[Start of Attachment]
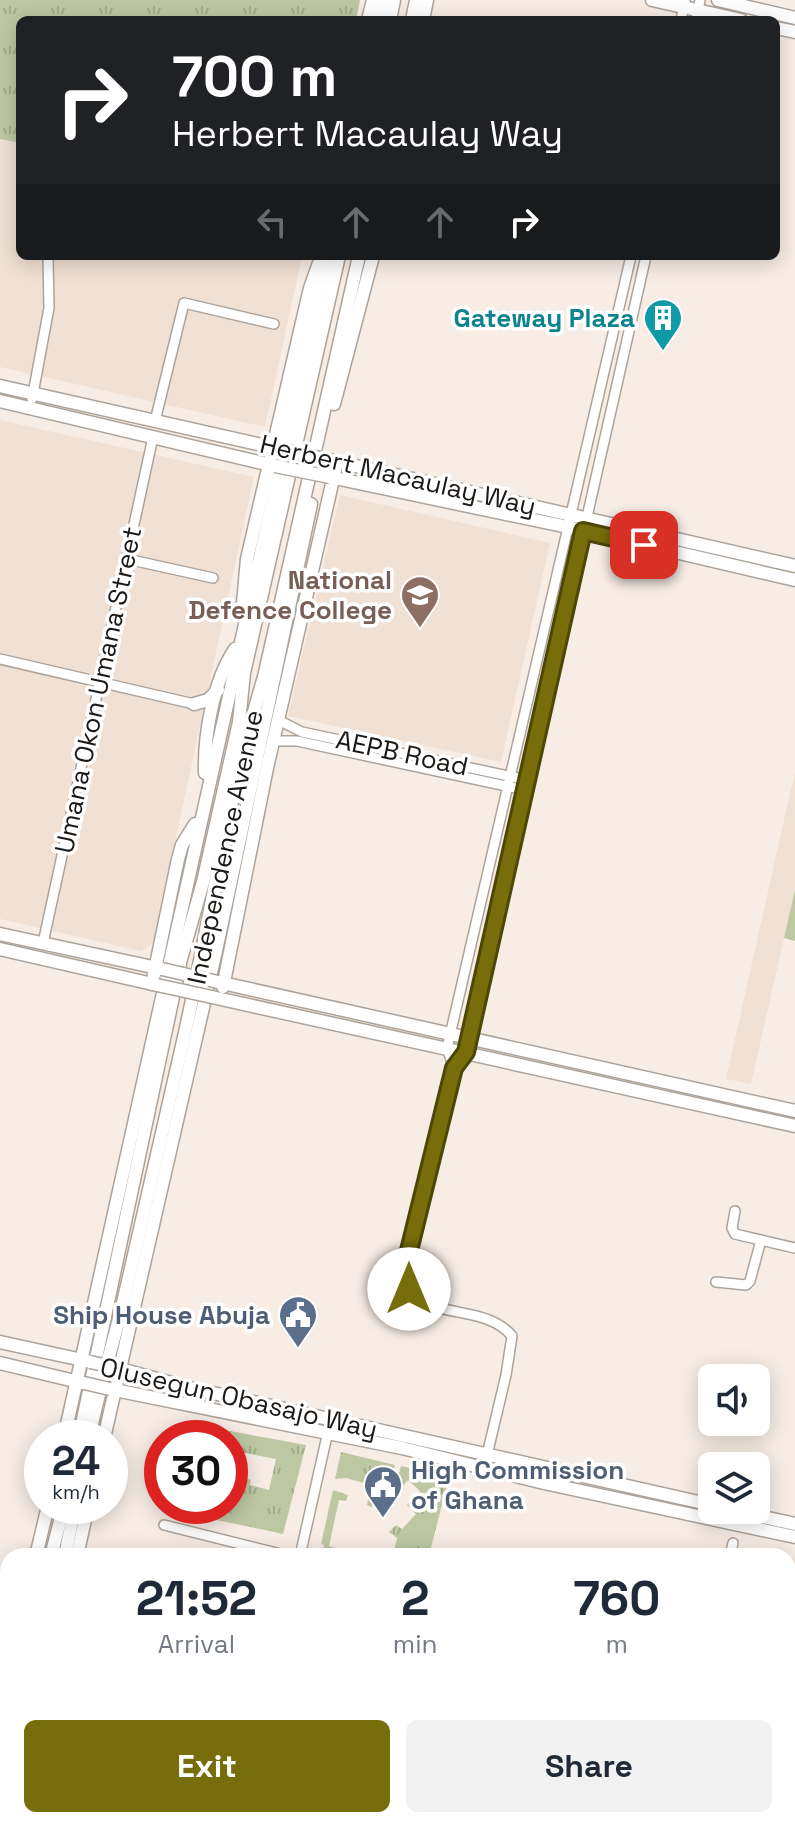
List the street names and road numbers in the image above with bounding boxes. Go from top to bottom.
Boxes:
street label: Herbert Macaulay Way [257,427,539,523]
street label: Umana Okon Umana Street [47,523,149,857]
street label: Independence Avenue [179,707,271,987]
street label: AEPB Road [333,722,471,784]
street label: Olusegun Obasajo Way [97,1350,381,1446]

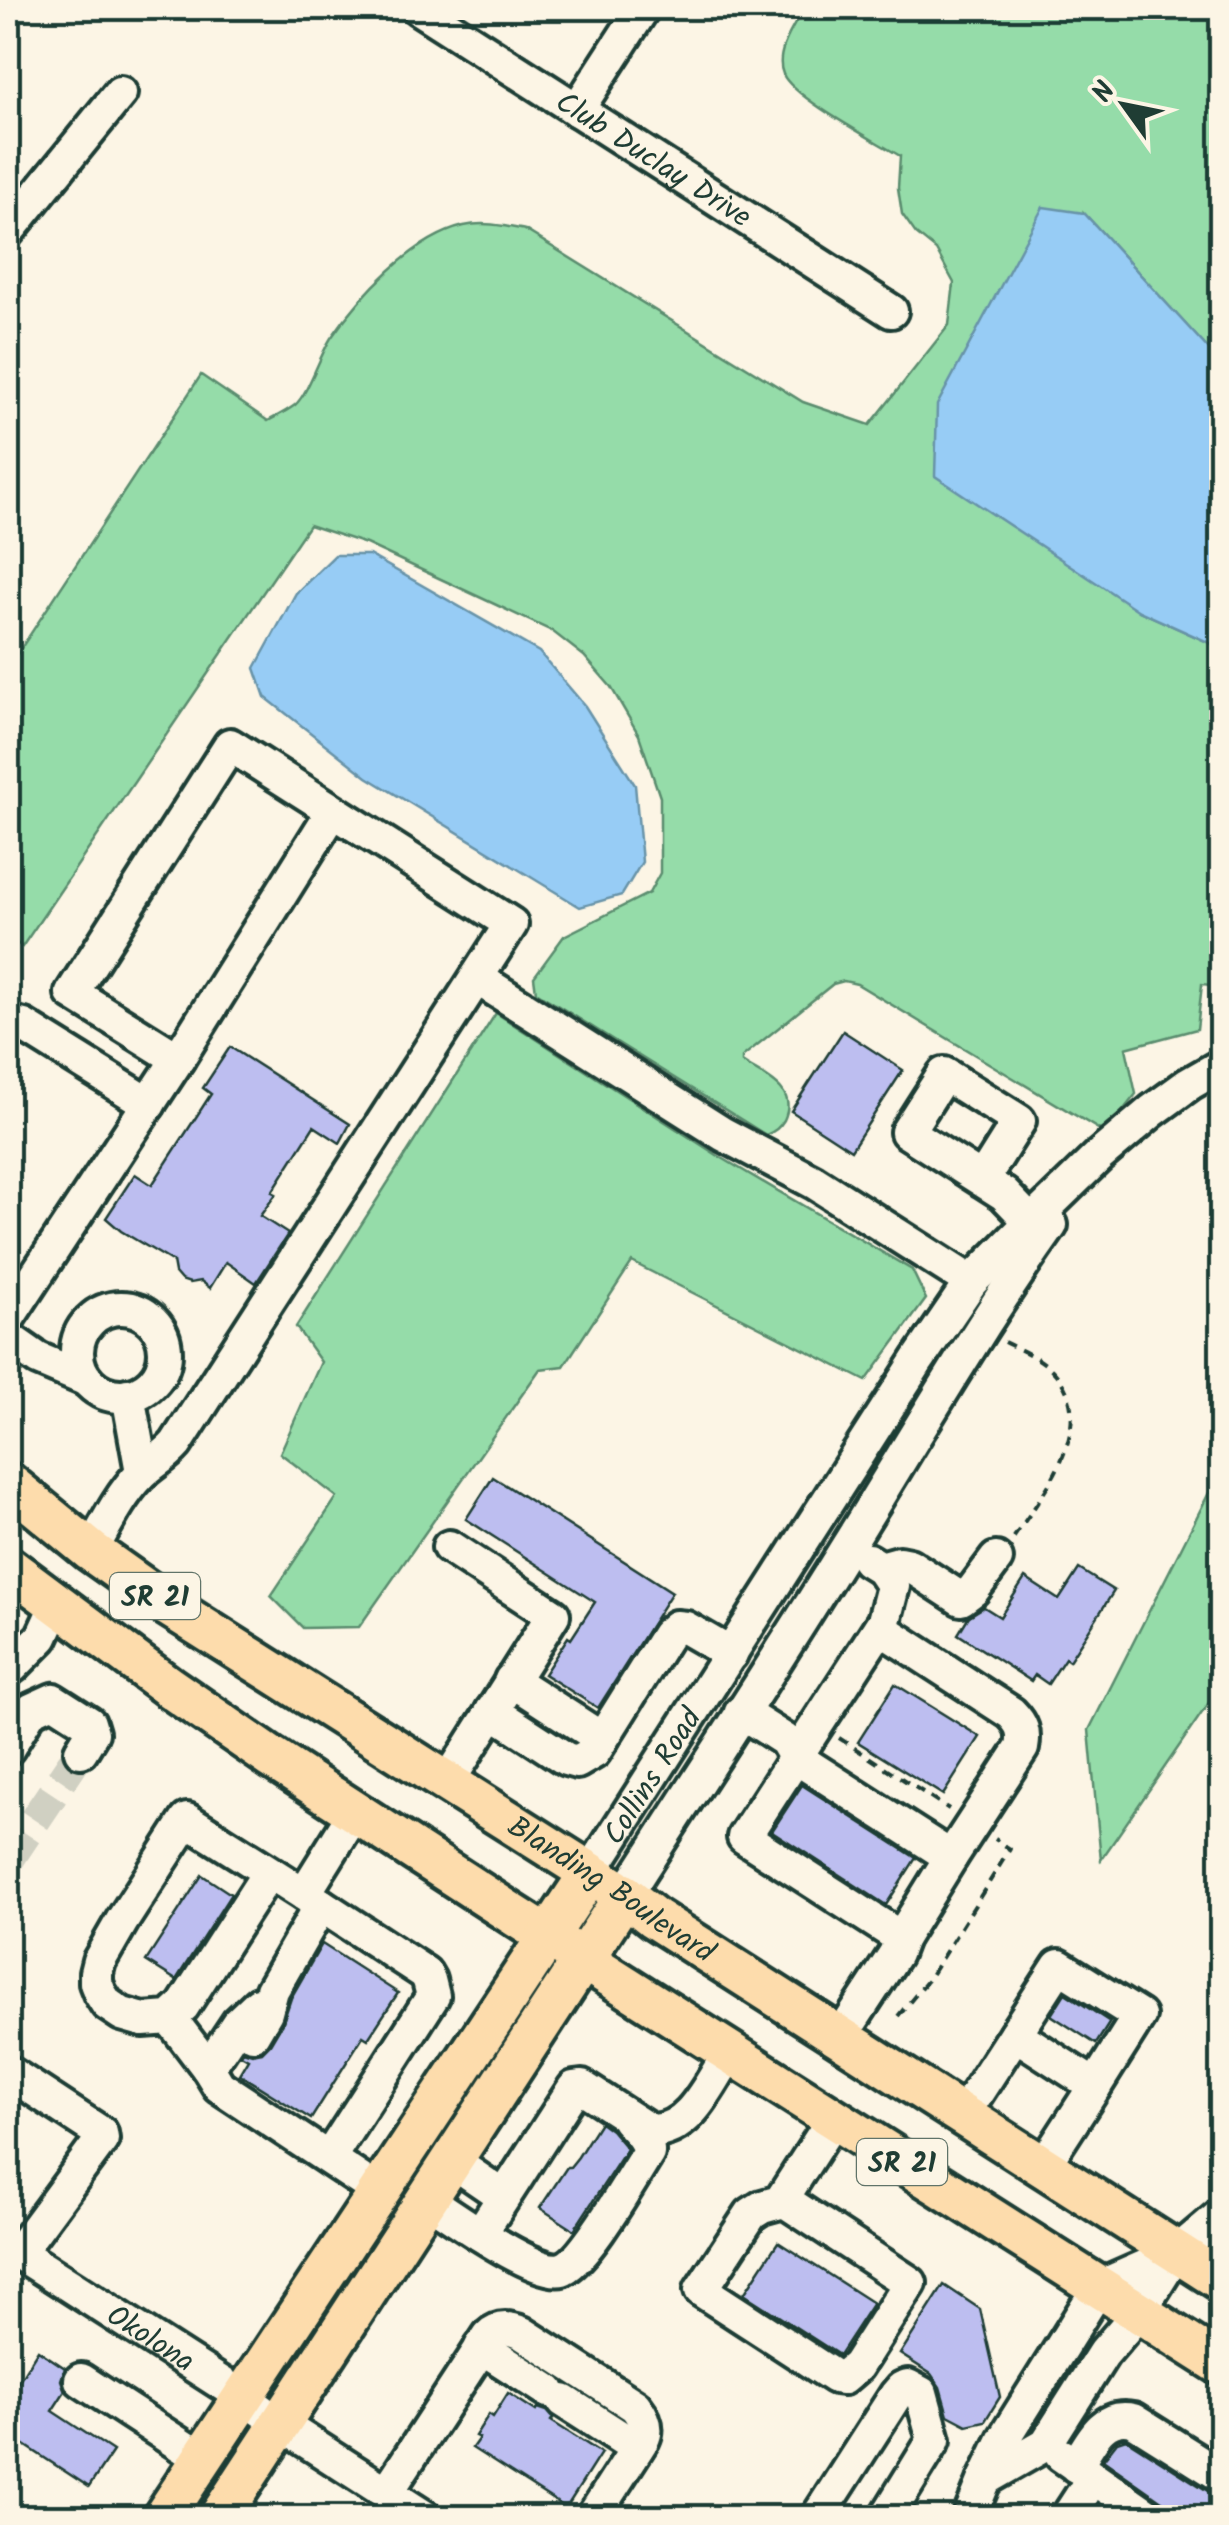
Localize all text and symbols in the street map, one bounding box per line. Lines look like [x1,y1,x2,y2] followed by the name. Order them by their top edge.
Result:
[1074,55,1174,155] north arrow
[1081,73,1129,112] text: N
[545,80,760,242] street label: Club Duclay Drive
[110,1573,200,1619] road number: SR 21
[592,1698,716,1855] street label: Collins Road
[497,1804,725,1977] street label: Blanding Boulevard
[857,2139,947,2185] road number: SR 21
[96,2293,204,2386] street label: Okolona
[End of Attachment]
Task to complete - Print the material above verbatim except the pictures.

Exercise result -
List the street names and road numbers in the image above with bounding boxes. Go from top to bottom.
Boxes:
street label: Herbert Macaulay Way [257,427,539,523]
street label: Umana Okon Umana Street [47,523,149,857]
street label: Independence Avenue [179,707,271,987]
street label: AEPB Road [333,722,471,784]
street label: Olusegun Obasajo Way [97,1350,381,1446]

Localize all text and symbols in the street map, one bounding box per line. Lines look like [x1,y1,x2,y2] followed by the name. Order them by their top edge.
Result:
[1074,55,1174,155] north arrow
[1081,73,1129,112] text: N
[545,80,760,242] street label: Club Duclay Drive
[110,1573,200,1619] road number: SR 21
[592,1698,716,1855] street label: Collins Road
[497,1804,725,1977] street label: Blanding Boulevard
[857,2139,947,2185] road number: SR 21
[96,2293,204,2386] street label: Okolona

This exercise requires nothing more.